__Task to complete__: Every line in the records below between the one holding "M354 109 380 125 370 142 344 126Z" and the one holding "M457 603 458 616 434 618 432 605Z", inclusive, is to be set down exactly; all other lines are to be left out.

Records excerpted from a collection:

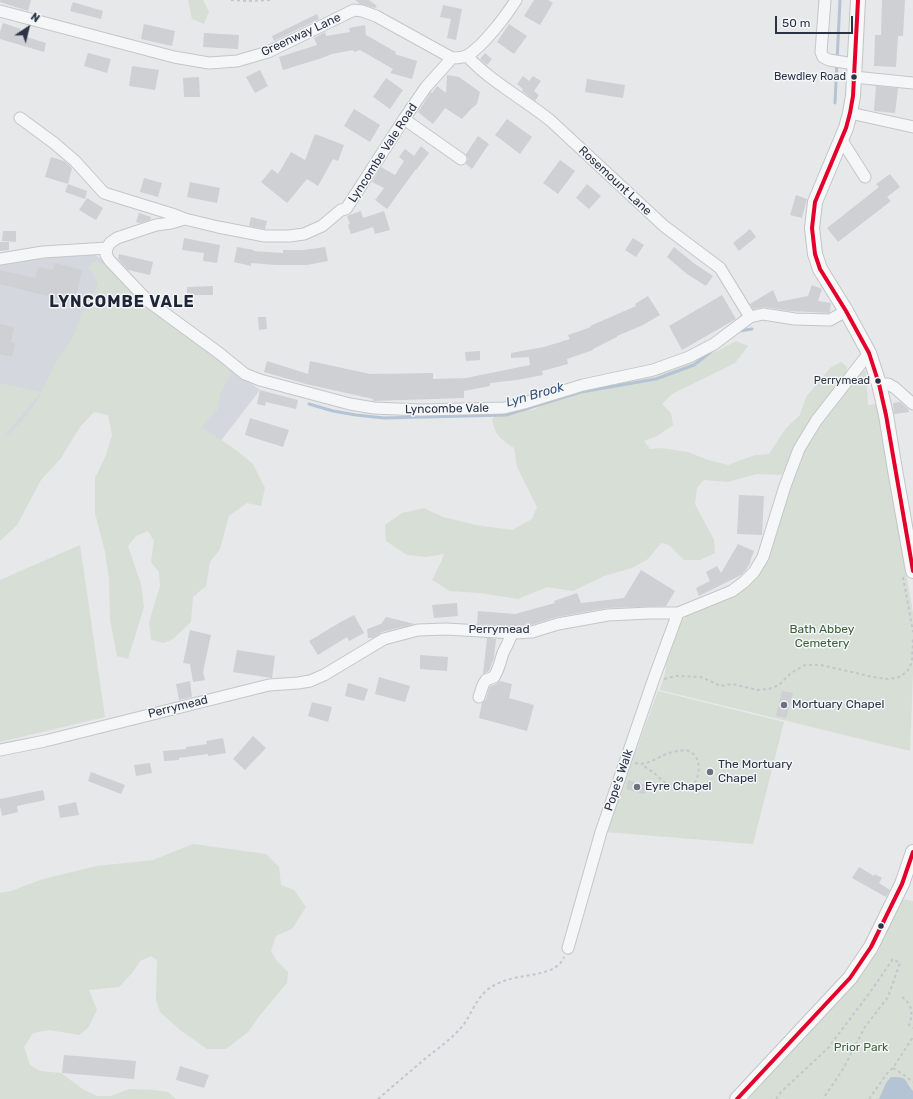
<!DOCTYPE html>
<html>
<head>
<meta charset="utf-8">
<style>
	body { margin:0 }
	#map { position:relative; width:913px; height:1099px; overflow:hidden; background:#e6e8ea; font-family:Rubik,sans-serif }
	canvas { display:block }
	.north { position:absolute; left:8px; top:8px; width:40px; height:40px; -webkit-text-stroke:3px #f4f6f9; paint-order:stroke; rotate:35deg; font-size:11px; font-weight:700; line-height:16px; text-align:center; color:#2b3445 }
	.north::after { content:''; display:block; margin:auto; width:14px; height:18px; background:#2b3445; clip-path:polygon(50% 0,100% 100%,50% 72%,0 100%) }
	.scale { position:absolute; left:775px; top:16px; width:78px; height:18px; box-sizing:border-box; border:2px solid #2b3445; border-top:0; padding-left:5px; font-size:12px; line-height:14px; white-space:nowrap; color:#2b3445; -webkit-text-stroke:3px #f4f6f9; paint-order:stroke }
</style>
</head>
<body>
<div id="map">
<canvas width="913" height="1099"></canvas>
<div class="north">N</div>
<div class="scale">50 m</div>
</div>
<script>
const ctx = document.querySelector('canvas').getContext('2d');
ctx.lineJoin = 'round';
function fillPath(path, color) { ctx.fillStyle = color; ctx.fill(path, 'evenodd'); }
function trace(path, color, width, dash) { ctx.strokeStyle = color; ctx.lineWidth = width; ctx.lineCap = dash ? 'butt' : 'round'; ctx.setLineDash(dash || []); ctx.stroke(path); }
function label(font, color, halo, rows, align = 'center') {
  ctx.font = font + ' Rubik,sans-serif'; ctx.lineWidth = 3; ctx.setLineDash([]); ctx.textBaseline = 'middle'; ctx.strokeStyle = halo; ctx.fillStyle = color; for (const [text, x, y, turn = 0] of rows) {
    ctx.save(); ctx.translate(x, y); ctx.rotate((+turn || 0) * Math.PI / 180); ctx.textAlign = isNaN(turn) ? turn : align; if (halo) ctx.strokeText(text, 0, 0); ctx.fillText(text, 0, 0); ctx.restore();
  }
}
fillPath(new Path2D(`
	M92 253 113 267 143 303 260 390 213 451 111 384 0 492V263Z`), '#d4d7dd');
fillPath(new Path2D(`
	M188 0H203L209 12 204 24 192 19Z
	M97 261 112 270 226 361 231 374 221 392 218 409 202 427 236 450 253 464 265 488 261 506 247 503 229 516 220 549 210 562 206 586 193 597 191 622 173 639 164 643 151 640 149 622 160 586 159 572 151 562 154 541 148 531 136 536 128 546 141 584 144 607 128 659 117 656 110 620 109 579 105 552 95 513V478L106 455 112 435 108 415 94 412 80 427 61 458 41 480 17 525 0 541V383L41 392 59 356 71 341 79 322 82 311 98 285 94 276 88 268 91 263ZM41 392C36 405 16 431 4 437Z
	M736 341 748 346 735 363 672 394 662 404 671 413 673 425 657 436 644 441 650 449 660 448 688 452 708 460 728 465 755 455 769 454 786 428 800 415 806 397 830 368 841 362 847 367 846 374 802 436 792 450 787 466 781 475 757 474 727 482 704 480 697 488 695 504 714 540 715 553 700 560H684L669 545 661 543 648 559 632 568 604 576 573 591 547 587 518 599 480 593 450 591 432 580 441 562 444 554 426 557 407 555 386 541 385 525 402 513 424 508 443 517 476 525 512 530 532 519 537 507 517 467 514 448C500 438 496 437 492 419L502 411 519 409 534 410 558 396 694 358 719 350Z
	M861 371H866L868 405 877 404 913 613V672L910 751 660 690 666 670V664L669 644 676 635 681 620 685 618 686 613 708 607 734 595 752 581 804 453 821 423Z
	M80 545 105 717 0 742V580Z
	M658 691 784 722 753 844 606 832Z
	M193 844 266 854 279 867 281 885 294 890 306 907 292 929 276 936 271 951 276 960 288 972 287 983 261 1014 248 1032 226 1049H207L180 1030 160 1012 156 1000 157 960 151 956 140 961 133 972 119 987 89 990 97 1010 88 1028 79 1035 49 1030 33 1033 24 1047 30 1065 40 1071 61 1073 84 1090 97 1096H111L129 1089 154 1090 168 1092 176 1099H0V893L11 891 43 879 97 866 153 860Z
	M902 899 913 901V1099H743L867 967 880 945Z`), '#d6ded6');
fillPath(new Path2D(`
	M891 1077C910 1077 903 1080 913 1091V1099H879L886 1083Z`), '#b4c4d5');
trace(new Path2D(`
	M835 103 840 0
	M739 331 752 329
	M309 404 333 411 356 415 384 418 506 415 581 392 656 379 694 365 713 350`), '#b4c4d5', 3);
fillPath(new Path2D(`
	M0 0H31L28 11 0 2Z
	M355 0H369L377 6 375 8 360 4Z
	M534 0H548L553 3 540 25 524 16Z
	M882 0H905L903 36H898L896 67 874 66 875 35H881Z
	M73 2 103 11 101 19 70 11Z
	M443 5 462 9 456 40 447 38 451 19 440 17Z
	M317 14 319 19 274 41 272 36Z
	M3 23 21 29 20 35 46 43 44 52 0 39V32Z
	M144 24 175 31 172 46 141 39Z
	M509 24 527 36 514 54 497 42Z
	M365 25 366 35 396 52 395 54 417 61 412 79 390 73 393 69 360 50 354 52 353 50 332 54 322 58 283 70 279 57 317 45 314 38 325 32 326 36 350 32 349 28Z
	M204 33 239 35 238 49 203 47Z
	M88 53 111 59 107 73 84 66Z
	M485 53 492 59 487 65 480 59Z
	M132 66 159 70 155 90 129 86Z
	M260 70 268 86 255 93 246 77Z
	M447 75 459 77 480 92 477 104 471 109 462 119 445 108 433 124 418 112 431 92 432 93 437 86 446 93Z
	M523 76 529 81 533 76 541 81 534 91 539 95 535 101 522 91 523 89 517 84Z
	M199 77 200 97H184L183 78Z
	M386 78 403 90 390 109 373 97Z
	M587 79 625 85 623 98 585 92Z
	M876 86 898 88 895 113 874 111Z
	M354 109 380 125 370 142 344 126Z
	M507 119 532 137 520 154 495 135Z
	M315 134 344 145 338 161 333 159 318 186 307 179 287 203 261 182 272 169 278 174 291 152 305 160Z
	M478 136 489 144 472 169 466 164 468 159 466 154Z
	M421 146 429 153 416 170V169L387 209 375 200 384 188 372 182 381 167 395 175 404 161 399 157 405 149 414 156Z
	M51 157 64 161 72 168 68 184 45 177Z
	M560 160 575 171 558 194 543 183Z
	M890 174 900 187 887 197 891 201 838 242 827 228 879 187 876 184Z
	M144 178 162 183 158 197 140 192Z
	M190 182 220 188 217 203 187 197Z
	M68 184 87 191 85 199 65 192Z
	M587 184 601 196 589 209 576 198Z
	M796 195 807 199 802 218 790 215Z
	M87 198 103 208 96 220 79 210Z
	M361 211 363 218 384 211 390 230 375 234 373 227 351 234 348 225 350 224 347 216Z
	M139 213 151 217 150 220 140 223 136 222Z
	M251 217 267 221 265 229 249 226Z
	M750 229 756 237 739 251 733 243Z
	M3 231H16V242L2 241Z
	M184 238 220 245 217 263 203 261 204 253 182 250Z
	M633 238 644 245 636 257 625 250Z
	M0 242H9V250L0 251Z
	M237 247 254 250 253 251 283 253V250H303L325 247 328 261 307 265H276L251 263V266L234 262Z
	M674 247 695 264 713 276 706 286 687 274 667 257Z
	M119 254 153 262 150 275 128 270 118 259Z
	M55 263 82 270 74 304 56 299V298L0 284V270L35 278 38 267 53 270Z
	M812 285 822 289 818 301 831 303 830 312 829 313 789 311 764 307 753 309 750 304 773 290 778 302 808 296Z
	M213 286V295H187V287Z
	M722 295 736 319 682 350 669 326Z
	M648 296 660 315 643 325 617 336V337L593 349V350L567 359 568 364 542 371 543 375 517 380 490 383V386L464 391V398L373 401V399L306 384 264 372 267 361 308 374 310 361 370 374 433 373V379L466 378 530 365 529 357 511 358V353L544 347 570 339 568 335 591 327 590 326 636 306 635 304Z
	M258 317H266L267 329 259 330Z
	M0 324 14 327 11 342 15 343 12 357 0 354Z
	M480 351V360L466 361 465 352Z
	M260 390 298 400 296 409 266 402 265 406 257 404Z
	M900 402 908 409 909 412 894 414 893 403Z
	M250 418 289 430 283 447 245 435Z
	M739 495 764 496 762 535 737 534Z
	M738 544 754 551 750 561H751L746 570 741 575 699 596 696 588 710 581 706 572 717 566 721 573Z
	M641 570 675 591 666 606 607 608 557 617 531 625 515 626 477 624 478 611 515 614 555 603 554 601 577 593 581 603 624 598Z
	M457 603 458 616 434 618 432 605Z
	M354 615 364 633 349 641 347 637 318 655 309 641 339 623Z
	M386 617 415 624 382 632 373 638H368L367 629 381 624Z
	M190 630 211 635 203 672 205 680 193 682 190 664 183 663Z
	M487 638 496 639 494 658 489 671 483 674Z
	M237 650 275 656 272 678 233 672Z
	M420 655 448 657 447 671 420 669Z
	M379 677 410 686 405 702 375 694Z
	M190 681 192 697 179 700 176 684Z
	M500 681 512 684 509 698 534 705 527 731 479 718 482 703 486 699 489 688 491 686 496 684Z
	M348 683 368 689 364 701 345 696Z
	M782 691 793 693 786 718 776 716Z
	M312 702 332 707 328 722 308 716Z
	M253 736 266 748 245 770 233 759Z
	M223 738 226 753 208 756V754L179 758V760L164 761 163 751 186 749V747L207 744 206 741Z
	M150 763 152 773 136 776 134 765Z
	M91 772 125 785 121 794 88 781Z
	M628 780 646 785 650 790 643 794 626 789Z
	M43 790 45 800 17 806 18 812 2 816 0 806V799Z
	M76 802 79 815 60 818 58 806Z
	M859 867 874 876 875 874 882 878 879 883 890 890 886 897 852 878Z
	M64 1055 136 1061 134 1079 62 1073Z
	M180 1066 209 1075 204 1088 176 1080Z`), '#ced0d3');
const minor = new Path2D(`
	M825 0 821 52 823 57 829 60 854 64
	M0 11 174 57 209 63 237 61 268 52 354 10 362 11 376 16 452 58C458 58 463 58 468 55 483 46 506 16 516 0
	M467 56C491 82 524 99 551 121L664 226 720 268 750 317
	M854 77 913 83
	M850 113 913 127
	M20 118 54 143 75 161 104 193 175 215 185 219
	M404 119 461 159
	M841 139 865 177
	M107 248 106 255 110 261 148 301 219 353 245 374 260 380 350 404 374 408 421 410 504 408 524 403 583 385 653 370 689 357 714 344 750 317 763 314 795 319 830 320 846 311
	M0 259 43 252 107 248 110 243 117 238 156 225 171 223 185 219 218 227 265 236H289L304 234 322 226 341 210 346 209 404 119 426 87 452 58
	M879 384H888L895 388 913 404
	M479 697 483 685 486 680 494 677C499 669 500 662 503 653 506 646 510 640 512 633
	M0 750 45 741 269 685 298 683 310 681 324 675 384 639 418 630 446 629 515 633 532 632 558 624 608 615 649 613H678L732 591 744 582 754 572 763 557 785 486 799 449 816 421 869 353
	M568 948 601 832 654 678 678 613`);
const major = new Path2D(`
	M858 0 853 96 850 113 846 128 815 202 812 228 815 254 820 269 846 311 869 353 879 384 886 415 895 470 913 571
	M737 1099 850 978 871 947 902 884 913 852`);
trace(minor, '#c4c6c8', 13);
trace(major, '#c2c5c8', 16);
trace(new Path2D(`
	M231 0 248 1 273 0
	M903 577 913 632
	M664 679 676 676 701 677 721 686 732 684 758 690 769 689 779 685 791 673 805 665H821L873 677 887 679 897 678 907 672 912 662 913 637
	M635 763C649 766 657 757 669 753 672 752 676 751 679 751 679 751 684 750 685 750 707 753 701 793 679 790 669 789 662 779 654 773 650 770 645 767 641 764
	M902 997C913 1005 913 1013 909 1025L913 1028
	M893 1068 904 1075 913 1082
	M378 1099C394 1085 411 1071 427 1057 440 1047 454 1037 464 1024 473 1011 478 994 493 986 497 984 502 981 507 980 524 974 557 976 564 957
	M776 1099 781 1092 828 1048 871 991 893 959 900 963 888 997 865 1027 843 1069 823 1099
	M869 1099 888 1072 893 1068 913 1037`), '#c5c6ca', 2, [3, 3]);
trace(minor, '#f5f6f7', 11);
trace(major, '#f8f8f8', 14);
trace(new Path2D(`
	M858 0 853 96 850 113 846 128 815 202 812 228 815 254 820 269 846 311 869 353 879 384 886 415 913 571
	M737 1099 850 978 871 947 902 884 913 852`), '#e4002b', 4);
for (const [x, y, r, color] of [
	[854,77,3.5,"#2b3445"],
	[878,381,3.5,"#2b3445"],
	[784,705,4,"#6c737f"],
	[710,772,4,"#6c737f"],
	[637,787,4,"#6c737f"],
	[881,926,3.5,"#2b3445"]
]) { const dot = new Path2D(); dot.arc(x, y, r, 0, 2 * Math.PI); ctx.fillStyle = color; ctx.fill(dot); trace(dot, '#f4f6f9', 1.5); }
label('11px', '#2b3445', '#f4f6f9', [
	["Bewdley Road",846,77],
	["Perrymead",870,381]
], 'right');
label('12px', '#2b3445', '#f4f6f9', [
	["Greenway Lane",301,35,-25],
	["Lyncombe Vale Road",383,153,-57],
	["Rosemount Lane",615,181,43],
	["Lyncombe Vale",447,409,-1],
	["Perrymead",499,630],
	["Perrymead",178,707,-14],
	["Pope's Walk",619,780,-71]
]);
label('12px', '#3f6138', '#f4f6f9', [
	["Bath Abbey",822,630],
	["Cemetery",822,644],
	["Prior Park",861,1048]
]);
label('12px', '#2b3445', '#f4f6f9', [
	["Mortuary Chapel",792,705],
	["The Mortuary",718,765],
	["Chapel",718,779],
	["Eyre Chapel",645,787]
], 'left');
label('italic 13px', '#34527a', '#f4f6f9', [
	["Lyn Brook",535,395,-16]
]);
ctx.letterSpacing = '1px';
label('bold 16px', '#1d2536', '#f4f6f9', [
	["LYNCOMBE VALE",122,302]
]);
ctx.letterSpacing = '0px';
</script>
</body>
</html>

==

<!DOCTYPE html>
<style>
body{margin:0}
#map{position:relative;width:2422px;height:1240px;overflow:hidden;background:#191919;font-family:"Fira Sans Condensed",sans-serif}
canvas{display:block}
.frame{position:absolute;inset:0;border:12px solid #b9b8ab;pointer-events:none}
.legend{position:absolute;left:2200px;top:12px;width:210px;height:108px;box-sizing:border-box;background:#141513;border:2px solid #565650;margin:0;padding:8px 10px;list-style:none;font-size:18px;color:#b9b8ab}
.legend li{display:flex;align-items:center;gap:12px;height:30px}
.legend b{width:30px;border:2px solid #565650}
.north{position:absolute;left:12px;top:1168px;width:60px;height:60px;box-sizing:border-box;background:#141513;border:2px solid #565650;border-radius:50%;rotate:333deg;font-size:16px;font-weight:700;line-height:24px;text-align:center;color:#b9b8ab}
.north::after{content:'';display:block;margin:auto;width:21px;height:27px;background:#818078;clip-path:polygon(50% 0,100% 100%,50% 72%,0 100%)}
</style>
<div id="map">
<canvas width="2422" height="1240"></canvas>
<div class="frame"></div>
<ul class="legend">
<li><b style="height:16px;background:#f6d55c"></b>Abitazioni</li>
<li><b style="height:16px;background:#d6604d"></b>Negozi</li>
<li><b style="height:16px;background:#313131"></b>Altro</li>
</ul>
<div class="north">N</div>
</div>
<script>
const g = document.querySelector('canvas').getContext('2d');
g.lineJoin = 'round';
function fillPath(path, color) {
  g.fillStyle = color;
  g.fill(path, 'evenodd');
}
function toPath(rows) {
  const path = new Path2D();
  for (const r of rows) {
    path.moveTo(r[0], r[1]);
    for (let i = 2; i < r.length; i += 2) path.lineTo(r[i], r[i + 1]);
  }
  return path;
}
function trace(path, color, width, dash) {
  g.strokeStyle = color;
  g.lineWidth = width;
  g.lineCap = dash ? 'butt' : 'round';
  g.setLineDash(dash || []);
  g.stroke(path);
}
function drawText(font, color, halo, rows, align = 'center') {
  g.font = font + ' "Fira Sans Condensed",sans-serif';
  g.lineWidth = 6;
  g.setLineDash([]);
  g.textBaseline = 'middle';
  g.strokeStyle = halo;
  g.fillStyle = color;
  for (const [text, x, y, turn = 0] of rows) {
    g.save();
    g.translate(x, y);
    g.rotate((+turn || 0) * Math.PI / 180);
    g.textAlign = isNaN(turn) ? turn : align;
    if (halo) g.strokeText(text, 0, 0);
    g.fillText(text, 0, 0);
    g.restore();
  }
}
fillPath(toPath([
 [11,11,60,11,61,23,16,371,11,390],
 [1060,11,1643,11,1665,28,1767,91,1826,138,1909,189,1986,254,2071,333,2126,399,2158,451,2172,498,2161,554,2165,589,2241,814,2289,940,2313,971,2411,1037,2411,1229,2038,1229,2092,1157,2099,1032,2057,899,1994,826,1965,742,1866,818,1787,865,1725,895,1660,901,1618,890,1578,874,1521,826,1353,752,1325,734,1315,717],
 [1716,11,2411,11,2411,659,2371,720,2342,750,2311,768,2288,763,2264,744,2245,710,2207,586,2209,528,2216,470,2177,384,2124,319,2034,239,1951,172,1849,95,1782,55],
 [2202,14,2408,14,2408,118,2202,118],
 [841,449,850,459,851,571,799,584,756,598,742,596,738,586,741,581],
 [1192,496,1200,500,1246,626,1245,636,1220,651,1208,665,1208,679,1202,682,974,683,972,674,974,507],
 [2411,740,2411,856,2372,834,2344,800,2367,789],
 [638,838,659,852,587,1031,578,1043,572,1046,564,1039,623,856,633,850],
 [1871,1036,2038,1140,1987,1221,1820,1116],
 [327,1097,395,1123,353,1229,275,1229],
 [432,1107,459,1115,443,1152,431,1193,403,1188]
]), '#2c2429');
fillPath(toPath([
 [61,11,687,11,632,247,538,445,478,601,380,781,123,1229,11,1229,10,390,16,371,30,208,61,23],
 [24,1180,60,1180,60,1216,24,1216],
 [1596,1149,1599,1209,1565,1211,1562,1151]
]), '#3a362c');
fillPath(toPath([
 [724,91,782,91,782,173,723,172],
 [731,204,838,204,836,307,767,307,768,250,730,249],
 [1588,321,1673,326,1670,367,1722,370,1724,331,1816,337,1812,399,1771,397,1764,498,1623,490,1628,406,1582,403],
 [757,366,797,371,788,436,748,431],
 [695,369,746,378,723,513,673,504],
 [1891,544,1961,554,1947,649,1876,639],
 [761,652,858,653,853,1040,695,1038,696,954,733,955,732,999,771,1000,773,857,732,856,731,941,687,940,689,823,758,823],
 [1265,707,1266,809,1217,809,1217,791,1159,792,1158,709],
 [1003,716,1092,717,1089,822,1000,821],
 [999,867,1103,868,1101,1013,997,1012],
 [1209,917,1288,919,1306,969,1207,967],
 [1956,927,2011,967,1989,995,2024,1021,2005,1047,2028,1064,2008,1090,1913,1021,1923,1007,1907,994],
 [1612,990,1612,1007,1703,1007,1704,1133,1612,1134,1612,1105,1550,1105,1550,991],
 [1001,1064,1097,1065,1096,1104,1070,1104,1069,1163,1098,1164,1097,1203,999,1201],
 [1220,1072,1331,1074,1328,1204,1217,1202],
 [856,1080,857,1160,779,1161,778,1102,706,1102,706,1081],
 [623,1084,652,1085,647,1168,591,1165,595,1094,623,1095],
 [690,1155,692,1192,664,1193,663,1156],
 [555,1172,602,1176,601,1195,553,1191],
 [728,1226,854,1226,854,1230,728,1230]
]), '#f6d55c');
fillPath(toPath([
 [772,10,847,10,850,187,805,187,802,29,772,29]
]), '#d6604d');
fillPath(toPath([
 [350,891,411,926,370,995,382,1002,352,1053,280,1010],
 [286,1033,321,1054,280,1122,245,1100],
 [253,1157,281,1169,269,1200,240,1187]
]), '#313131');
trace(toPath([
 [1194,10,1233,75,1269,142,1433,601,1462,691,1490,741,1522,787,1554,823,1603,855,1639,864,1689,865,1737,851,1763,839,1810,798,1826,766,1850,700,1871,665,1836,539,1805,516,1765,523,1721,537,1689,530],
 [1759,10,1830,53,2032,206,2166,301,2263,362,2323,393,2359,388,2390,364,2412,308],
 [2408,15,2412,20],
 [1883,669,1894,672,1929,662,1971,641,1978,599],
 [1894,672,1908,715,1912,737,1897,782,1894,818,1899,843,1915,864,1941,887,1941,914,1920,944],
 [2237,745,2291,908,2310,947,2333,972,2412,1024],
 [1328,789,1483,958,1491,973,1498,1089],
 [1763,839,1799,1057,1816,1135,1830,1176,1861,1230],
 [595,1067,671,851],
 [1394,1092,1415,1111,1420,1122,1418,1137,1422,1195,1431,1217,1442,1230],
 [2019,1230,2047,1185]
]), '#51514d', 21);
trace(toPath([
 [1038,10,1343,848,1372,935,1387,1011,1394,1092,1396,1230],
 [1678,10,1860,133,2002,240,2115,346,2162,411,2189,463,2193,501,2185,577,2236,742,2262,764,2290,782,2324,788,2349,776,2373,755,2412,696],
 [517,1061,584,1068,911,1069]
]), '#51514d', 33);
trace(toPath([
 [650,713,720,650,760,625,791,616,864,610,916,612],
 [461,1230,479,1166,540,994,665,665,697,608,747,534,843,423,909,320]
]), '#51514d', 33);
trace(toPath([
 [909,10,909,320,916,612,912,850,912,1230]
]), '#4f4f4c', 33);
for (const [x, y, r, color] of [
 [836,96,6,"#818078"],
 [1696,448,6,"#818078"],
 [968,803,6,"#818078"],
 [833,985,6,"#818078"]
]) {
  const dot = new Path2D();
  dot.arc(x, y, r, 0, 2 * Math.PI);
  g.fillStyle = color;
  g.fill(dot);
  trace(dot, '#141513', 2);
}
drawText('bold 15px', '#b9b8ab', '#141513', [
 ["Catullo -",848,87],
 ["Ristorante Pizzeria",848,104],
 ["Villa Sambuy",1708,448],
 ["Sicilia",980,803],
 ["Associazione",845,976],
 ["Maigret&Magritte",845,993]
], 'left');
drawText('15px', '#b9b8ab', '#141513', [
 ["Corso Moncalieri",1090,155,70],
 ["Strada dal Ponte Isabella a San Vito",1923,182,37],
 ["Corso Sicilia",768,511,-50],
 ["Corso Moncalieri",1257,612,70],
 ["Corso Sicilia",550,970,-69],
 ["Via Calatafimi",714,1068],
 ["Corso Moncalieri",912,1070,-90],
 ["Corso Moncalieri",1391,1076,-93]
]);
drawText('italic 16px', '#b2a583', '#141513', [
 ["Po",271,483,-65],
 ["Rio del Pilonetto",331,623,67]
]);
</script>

__Exercise answer__:
	M354 109 380 125 370 142 344 126Z
	M507 119 532 137 520 154 495 135Z
	M315 134 344 145 338 161 333 159 318 186 307 179 287 203 261 182 272 169 278 174 291 152 305 160Z
	M478 136 489 144 472 169 466 164 468 159 466 154Z
	M421 146 429 153 416 170V169L387 209 375 200 384 188 372 182 381 167 395 175 404 161 399 157 405 149 414 156Z
	M51 157 64 161 72 168 68 184 45 177Z
	M560 160 575 171 558 194 543 183Z
	M890 174 900 187 887 197 891 201 838 242 827 228 879 187 876 184Z
	M144 178 162 183 158 197 140 192Z
	M190 182 220 188 217 203 187 197Z
	M68 184 87 191 85 199 65 192Z
	M587 184 601 196 589 209 576 198Z
	M796 195 807 199 802 218 790 215Z
	M87 198 103 208 96 220 79 210Z
	M361 211 363 218 384 211 390 230 375 234 373 227 351 234 348 225 350 224 347 216Z
	M139 213 151 217 150 220 140 223 136 222Z
	M251 217 267 221 265 229 249 226Z
	M750 229 756 237 739 251 733 243Z
	M3 231H16V242L2 241Z
	M184 238 220 245 217 263 203 261 204 253 182 250Z
	M633 238 644 245 636 257 625 250Z
	M0 242H9V250L0 251Z
	M237 247 254 250 253 251 283 253V250H303L325 247 328 261 307 265H276L251 263V266L234 262Z
	M674 247 695 264 713 276 706 286 687 274 667 257Z
	M119 254 153 262 150 275 128 270 118 259Z
	M55 263 82 270 74 304 56 299V298L0 284V270L35 278 38 267 53 270Z
	M812 285 822 289 818 301 831 303 830 312 829 313 789 311 764 307 753 309 750 304 773 290 778 302 808 296Z
	M213 286V295H187V287Z
	M722 295 736 319 682 350 669 326Z
	M648 296 660 315 643 325 617 336V337L593 349V350L567 359 568 364 542 371 543 375 517 380 490 383V386L464 391V398L373 401V399L306 384 264 372 267 361 308 374 310 361 370 374 433 373V379L466 378 530 365 529 357 511 358V353L544 347 570 339 568 335 591 327 590 326 636 306 635 304Z
	M258 317H266L267 329 259 330Z
	M0 324 14 327 11 342 15 343 12 357 0 354Z
	M480 351V360L466 361 465 352Z
	M260 390 298 400 296 409 266 402 265 406 257 404Z
	M900 402 908 409 909 412 894 414 893 403Z
	M250 418 289 430 283 447 245 435Z
	M739 495 764 496 762 535 737 534Z
	M738 544 754 551 750 561H751L746 570 741 575 699 596 696 588 710 581 706 572 717 566 721 573Z
	M641 570 675 591 666 606 607 608 557 617 531 625 515 626 477 624 478 611 515 614 555 603 554 601 577 593 581 603 624 598Z
	M457 603 458 616 434 618 432 605Z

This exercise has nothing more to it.